**Exercise**:
Every line of the data is to be transcribed as it stands.

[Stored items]
>>>
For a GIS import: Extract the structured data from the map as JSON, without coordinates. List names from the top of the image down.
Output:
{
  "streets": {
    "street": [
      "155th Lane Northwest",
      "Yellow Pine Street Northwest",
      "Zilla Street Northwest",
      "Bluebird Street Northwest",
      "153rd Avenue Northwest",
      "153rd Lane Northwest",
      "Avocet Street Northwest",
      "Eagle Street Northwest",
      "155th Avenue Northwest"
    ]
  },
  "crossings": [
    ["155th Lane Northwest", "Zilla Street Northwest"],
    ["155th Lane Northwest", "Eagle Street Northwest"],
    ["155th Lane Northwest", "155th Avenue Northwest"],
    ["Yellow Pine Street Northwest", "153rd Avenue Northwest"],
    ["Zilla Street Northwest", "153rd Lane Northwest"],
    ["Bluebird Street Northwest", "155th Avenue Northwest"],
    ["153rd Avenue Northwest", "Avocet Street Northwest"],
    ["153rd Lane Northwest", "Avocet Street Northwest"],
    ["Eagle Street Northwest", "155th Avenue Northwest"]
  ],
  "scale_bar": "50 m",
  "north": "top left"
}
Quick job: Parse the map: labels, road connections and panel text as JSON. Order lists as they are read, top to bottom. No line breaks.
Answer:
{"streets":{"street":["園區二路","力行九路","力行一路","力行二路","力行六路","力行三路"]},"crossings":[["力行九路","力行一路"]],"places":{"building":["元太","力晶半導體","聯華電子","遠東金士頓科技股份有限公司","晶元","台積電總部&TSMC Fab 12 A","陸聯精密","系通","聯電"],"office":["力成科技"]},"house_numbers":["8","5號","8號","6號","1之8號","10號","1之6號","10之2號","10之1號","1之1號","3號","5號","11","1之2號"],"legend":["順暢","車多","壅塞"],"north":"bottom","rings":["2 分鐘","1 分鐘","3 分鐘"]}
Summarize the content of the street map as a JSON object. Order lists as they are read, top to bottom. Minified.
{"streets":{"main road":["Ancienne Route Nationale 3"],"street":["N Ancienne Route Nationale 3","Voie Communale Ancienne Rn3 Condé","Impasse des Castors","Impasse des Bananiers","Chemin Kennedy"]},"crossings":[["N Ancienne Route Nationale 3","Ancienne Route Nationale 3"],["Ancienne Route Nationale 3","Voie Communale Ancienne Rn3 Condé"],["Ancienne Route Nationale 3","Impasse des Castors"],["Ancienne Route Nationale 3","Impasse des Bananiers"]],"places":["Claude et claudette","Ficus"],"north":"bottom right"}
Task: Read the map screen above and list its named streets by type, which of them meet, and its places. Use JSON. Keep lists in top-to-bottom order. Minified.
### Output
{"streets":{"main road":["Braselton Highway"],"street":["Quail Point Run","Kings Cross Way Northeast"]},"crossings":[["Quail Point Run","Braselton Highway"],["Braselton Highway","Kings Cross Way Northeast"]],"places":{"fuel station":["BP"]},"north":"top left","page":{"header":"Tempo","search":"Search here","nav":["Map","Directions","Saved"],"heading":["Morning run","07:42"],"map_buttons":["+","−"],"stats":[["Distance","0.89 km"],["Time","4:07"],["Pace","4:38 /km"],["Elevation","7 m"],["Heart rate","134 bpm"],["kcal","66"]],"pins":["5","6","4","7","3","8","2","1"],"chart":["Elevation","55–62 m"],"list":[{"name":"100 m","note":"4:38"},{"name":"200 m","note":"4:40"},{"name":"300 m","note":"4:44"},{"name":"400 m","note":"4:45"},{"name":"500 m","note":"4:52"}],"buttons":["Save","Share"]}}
<<<
**Exercise result**:
For a GIS import: Extract the structured data from the map as JSON, without coordinates. List names from the top of the image down.
Output:
{
  "streets": {
    "street": [
      "155th Lane Northwest",
      "Yellow Pine Street Northwest",
      "Zilla Street Northwest",
      "Bluebird Street Northwest",
      "153rd Avenue Northwest",
      "153rd Lane Northwest",
      "Avocet Street Northwest",
      "Eagle Street Northwest",
      "155th Avenue Northwest"
    ]
  },
  "crossings": [
    ["155th Lane Northwest", "Zilla Street Northwest"],
    ["155th Lane Northwest", "Eagle Street Northwest"],
    ["155th Lane Northwest", "155th Avenue Northwest"],
    ["Yellow Pine Street Northwest", "153rd Avenue Northwest"],
    ["Zilla Street Northwest", "153rd Lane Northwest"],
    ["Bluebird Street Northwest", "155th Avenue Northwest"],
    ["153rd Avenue Northwest", "Avocet Street Northwest"],
    ["153rd Lane Northwest", "Avocet Street Northwest"],
    ["Eagle Street Northwest", "155th Avenue Northwest"]
  ],
  "scale_bar": "50 m",
  "north": "top left"
}
Quick job: Parse the map: labels, road connections and panel text as JSON. Order lists as they are read, top to bottom. No line breaks.
Answer:
{"streets":{"street":["園區二路","力行九路","力行一路","力行二路","力行六路","力行三路"]},"crossings":[["力行九路","力行一路"]],"places":{"building":["元太","力晶半導體","聯華電子","遠東金士頓科技股份有限公司","晶元","台積電總部&TSMC Fab 12 A","陸聯精密","系通","聯電"],"office":["力成科技"]},"house_numbers":["8","5號","8號","6號","1之8號","10號","1之6號","10之2號","10之1號","1之1號","3號","5號","11","1之2號"],"legend":["順暢","車多","壅塞"],"north":"bottom","rings":["2 分鐘","1 分鐘","3 分鐘"]}
Summarize the content of the street map as a JSON object. Order lists as they are read, top to bottom. Minified.
{"streets":{"main road":["Ancienne Route Nationale 3"],"street":["N Ancienne Route Nationale 3","Voie Communale Ancienne Rn3 Condé","Impasse des Castors","Impasse des Bananiers","Chemin Kennedy"]},"crossings":[["N Ancienne Route Nationale 3","Ancienne Route Nationale 3"],["Ancienne Route Nationale 3","Voie Communale Ancienne Rn3 Condé"],["Ancienne Route Nationale 3","Impasse des Castors"],["Ancienne Route Nationale 3","Impasse des Bananiers"]],"places":["Claude et claudette","Ficus"],"north":"bottom right"}
Task: Read the map screen above and list its named streets by type, which of them meet, and its places. Use JSON. Keep lists in top-to-bottom order. Minified.
### Output
{"streets":{"main road":["Braselton Highway"],"street":["Quail Point Run","Kings Cross Way Northeast"]},"crossings":[["Quail Point Run","Braselton Highway"],["Braselton Highway","Kings Cross Way Northeast"]],"places":{"fuel station":["BP"]},"north":"top left","page":{"header":"Tempo","search":"Search here","nav":["Map","Directions","Saved"],"heading":["Morning run","07:42"],"map_buttons":["+","−"],"stats":[["Distance","0.89 km"],["Time","4:07"],["Pace","4:38 /km"],["Elevation","7 m"],["Heart rate","134 bpm"],["kcal","66"]],"pins":["5","6","4","7","3","8","2","1"],"chart":["Elevation","55–62 m"],"list":[{"name":"100 m","note":"4:38"},{"name":"200 m","note":"4:40"},{"name":"300 m","note":"4:44"},{"name":"400 m","note":"4:45"},{"name":"500 m","note":"4:52"}],"buttons":["Save","Share"]}}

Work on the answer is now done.